# [Exercise aim]
What lines of the data below hold the string "from"? Copy each one.

# [Exercise inputs]
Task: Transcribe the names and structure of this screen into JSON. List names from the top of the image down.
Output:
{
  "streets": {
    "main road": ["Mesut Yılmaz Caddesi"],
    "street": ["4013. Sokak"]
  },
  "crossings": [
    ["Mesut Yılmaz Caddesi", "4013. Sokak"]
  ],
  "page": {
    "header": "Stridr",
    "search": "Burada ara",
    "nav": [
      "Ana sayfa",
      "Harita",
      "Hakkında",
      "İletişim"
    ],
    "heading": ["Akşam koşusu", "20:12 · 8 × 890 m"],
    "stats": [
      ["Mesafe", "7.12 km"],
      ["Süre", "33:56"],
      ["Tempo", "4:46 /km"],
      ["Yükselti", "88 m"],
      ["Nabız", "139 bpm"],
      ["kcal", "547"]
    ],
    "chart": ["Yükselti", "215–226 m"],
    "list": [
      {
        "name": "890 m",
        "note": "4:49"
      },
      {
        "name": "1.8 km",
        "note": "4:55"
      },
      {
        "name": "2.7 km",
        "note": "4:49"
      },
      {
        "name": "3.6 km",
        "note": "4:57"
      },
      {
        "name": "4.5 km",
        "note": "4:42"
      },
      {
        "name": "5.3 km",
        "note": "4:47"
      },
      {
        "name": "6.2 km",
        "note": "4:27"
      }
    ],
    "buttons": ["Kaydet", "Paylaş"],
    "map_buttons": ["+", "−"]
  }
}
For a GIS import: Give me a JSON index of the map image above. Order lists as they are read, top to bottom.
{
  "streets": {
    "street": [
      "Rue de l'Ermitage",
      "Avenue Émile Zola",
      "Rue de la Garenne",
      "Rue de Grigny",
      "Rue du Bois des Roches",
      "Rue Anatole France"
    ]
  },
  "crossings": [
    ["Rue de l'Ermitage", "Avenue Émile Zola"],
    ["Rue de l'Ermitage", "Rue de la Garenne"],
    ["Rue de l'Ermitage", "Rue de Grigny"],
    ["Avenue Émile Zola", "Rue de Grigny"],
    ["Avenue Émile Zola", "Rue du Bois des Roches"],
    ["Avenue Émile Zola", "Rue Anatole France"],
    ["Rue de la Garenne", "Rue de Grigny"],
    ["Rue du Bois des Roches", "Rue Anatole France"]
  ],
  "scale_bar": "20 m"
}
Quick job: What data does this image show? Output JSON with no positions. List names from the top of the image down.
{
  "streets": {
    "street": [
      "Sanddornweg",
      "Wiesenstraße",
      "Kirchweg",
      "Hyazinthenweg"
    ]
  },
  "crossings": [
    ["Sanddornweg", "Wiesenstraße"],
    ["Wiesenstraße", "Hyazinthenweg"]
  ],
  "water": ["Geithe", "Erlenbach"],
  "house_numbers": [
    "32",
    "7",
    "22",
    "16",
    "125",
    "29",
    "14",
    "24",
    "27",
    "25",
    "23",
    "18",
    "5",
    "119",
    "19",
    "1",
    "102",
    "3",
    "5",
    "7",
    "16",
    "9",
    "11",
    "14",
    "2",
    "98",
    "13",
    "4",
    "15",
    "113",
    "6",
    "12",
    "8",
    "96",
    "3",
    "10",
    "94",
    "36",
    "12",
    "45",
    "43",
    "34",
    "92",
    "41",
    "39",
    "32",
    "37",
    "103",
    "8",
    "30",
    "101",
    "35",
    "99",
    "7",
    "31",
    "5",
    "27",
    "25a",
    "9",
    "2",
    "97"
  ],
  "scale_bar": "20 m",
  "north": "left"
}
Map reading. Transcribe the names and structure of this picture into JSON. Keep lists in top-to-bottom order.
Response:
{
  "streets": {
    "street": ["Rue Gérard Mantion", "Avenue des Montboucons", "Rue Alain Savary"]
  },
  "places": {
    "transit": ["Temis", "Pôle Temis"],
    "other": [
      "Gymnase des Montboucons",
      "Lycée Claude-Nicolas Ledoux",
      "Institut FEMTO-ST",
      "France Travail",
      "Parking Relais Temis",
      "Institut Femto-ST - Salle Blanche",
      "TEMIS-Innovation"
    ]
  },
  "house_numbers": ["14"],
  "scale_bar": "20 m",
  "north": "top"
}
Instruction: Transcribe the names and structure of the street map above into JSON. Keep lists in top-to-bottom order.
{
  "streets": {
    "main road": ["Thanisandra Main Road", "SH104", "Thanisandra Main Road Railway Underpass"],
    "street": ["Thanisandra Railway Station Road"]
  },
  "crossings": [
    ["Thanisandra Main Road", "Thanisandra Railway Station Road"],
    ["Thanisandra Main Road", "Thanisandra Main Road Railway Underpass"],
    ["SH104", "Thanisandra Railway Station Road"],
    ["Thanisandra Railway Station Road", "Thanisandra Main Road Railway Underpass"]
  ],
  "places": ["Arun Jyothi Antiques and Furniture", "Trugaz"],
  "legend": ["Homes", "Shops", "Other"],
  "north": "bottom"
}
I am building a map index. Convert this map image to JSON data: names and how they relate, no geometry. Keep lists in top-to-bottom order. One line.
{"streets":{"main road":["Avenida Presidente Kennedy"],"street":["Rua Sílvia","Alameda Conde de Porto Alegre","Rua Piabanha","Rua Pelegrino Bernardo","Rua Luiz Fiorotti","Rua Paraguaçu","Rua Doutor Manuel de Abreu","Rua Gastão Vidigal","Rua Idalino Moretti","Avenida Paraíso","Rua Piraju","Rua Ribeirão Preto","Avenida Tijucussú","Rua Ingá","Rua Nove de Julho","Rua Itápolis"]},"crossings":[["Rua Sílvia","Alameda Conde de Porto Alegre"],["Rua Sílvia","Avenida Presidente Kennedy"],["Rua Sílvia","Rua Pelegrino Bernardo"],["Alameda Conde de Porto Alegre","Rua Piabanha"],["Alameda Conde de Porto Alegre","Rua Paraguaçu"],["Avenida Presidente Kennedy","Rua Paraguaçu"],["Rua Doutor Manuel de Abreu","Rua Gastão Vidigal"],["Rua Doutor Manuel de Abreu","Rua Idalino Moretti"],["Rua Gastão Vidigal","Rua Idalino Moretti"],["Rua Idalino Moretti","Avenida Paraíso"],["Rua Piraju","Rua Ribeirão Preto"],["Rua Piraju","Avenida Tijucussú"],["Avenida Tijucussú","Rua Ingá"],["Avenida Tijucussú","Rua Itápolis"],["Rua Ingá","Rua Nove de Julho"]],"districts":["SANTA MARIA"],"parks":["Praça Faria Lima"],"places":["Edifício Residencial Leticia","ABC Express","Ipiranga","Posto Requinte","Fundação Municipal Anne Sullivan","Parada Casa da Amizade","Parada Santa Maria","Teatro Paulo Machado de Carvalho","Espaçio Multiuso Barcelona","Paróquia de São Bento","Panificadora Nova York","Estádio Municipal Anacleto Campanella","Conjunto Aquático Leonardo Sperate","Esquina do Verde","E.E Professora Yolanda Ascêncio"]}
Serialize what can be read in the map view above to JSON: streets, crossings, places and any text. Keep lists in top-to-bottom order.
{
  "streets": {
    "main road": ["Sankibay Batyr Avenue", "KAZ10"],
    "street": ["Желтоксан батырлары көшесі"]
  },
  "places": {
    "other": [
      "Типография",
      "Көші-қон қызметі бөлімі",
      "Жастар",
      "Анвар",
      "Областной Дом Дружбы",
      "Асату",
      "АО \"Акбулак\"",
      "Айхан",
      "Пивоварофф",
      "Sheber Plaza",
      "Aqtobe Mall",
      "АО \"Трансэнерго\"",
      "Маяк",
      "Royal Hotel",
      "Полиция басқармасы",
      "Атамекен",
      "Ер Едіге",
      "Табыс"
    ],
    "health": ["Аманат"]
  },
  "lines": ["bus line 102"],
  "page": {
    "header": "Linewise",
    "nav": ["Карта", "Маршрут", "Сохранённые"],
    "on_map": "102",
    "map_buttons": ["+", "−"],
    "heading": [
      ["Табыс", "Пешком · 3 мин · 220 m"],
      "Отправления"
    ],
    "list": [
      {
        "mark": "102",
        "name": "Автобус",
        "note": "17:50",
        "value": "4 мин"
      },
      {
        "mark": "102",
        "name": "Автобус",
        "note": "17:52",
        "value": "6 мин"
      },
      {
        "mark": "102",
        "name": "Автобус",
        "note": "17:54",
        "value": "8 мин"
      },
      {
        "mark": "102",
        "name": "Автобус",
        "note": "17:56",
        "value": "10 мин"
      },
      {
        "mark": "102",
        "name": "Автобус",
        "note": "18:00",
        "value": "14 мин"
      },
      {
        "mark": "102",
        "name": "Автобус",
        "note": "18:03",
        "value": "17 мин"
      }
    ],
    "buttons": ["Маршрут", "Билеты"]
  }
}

# [Response box]
Task: Transcribe the names and structure of this screen into JSON. List names from the top of the image down.
Quick job: What data does this image show? Output JSON with no positions. List names from the top of the image down.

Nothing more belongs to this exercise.